WHAT YOU SHOULD DO: Please report each line in the material below that includes "overflow".

Start of DATA

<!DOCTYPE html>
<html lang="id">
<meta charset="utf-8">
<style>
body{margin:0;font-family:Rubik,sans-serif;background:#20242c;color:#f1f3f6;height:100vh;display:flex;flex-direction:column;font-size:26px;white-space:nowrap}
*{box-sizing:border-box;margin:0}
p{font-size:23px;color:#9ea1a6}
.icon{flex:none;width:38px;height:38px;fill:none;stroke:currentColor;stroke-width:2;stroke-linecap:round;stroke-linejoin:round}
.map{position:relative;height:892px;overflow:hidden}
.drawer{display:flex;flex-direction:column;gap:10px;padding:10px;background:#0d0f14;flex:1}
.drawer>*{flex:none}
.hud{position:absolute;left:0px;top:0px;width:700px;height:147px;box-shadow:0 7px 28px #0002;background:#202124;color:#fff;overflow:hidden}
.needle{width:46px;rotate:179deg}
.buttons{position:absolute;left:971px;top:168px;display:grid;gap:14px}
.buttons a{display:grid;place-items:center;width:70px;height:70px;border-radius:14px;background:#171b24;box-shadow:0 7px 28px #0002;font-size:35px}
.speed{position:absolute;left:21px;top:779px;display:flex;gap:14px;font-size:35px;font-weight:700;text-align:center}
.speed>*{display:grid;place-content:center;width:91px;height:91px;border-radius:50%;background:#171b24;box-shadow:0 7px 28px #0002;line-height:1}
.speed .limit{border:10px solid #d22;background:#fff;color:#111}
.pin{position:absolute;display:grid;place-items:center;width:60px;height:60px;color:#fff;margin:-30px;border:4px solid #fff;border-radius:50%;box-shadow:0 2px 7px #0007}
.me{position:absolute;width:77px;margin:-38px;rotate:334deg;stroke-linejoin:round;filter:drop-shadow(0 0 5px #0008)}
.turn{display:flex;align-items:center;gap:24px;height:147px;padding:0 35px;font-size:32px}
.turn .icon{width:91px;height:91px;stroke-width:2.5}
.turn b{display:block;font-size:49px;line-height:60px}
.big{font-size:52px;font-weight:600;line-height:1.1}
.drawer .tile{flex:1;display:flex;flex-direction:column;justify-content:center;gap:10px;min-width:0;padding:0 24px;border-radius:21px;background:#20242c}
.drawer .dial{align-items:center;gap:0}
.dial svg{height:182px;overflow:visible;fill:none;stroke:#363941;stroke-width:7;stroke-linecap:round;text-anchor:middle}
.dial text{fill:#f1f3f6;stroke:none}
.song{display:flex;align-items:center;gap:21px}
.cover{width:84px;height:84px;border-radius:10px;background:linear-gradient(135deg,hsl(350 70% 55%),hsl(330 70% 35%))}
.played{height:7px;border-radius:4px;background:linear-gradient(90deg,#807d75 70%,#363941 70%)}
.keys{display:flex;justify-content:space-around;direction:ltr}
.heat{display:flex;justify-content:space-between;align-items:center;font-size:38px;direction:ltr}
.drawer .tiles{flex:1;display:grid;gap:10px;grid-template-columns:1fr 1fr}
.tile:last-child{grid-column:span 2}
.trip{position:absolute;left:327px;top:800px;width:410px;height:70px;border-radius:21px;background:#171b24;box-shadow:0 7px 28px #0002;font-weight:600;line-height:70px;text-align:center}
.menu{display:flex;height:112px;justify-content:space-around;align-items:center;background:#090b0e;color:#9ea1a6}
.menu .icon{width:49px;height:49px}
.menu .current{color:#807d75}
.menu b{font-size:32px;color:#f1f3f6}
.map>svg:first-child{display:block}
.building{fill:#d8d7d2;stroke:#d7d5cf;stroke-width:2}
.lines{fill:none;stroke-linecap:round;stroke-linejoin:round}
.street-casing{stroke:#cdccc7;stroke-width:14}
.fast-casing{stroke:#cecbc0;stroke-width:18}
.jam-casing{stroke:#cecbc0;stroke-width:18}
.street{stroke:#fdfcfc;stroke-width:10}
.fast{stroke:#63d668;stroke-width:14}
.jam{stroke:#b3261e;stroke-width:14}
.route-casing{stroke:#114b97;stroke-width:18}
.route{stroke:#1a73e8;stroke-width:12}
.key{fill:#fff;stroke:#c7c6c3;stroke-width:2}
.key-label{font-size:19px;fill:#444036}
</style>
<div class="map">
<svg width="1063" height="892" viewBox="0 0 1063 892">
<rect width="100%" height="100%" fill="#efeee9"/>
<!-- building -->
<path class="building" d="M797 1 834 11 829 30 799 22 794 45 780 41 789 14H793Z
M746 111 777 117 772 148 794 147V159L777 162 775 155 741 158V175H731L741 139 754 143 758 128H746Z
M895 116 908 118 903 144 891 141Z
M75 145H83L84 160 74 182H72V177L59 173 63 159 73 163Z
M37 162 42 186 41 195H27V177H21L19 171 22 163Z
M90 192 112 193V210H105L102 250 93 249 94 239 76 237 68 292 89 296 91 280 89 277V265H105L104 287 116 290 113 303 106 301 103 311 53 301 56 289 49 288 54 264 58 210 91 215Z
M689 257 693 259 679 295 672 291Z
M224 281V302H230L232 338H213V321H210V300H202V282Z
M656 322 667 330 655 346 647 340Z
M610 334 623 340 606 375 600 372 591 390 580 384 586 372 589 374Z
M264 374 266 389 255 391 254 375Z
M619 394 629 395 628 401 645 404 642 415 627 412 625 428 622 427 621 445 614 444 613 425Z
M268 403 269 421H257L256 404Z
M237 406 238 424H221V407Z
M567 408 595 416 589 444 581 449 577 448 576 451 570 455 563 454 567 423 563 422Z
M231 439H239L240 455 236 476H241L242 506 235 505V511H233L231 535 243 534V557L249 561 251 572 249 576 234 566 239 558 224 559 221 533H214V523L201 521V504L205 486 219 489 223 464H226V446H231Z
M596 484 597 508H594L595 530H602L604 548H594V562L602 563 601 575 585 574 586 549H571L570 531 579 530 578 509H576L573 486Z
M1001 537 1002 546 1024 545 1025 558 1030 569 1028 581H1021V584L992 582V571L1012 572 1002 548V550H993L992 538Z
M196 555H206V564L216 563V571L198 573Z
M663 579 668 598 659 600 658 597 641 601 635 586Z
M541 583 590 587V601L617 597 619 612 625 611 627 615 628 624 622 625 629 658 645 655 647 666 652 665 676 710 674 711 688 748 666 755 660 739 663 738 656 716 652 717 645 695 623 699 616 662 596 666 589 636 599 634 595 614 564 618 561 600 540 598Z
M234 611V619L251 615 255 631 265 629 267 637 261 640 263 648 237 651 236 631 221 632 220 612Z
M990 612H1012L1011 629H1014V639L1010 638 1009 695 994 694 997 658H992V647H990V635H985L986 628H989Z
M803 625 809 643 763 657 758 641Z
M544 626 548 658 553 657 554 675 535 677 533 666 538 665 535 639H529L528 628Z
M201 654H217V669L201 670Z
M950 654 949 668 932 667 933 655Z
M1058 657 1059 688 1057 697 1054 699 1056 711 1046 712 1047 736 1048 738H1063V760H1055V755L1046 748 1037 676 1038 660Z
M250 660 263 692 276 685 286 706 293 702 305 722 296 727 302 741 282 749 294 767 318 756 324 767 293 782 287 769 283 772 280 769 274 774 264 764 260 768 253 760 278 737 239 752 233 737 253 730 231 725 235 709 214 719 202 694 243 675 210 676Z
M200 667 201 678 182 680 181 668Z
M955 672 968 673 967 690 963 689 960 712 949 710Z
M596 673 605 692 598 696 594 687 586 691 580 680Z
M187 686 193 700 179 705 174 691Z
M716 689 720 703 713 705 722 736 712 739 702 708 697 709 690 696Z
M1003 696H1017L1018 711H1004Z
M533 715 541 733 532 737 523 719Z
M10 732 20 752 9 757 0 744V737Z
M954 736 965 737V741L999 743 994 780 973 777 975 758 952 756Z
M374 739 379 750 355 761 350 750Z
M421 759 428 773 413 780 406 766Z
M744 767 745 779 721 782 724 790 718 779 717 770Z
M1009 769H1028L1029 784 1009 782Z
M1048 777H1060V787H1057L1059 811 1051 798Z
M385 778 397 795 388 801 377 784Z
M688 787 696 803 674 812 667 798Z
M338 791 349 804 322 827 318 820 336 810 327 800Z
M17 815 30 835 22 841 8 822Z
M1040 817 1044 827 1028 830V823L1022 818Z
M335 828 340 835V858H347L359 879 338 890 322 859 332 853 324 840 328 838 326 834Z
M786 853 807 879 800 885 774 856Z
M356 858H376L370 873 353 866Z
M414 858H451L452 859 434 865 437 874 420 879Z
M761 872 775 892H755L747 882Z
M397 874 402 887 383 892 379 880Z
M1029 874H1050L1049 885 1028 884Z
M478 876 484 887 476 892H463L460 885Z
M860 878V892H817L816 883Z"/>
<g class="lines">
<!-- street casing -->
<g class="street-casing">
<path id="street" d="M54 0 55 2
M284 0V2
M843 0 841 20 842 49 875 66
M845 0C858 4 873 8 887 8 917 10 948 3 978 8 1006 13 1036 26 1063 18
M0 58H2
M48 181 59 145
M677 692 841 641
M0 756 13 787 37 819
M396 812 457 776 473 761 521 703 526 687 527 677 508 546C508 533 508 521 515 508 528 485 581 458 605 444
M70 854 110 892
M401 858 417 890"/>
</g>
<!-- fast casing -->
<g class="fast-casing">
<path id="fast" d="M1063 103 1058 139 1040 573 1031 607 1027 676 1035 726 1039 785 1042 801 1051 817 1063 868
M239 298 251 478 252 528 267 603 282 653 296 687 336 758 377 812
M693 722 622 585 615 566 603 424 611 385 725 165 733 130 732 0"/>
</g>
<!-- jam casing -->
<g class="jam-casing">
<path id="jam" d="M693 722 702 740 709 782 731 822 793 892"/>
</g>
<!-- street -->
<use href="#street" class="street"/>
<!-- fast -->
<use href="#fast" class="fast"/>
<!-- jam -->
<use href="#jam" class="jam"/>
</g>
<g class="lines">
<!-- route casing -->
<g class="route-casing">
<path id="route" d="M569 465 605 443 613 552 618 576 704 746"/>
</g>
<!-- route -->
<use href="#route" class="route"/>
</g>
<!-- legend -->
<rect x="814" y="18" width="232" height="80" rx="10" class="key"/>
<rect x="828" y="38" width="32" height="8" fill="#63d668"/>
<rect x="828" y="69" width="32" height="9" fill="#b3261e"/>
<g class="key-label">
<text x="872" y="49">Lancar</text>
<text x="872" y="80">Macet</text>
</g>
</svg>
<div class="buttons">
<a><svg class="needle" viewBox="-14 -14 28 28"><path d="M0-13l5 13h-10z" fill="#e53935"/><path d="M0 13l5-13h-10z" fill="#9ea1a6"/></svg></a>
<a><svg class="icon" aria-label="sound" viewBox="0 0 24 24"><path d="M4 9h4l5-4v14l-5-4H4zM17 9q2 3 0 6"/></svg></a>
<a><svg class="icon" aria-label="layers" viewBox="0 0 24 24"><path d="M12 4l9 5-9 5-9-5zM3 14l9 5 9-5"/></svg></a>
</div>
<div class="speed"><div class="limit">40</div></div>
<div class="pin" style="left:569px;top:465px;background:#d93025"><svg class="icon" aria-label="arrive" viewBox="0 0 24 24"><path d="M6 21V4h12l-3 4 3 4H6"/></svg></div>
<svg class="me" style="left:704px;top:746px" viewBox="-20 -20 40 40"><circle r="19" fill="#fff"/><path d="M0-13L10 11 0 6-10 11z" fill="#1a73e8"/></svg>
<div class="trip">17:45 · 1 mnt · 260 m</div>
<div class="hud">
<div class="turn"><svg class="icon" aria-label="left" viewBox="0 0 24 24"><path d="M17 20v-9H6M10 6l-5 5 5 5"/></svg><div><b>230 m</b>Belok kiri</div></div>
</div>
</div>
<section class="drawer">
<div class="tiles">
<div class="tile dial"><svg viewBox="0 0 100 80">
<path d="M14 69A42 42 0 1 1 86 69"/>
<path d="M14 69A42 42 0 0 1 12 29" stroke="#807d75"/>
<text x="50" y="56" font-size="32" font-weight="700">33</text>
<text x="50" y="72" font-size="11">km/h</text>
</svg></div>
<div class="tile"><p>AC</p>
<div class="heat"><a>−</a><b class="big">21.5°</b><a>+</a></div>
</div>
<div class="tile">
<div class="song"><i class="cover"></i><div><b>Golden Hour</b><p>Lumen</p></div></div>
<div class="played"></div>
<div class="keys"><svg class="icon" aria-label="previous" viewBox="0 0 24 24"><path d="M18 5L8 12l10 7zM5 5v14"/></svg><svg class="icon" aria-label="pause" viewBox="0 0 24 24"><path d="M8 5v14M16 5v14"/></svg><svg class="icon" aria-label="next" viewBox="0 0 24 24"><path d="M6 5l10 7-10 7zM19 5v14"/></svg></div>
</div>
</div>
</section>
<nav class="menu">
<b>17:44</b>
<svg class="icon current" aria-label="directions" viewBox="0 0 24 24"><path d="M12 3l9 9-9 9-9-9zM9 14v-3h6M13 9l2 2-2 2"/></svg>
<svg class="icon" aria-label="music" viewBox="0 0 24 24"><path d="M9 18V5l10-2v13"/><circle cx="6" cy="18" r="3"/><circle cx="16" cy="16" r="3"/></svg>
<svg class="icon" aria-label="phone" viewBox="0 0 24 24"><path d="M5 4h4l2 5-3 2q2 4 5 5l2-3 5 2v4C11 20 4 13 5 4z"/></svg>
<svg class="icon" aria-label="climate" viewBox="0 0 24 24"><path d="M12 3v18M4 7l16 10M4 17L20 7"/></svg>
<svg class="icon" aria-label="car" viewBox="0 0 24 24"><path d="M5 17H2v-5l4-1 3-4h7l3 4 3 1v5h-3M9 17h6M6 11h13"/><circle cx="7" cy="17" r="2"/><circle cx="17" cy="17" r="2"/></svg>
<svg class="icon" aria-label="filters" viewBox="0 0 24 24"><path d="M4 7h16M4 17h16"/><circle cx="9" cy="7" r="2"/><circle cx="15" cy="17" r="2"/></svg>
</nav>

End of DATA

SOLUTION FOR THIS PROBLEM:
.map{position:relative;height:892px;overflow:hidden}
.hud{position:absolute;left:0px;top:0px;width:700px;height:147px;box-shadow:0 7px 28px #0002;background:#202124;color:#fff;overflow:hidden}
.dial svg{height:182px;overflow:visible;fill:none;stroke:#363941;stroke-width:7;stroke-linecap:round;text-anchor:middle}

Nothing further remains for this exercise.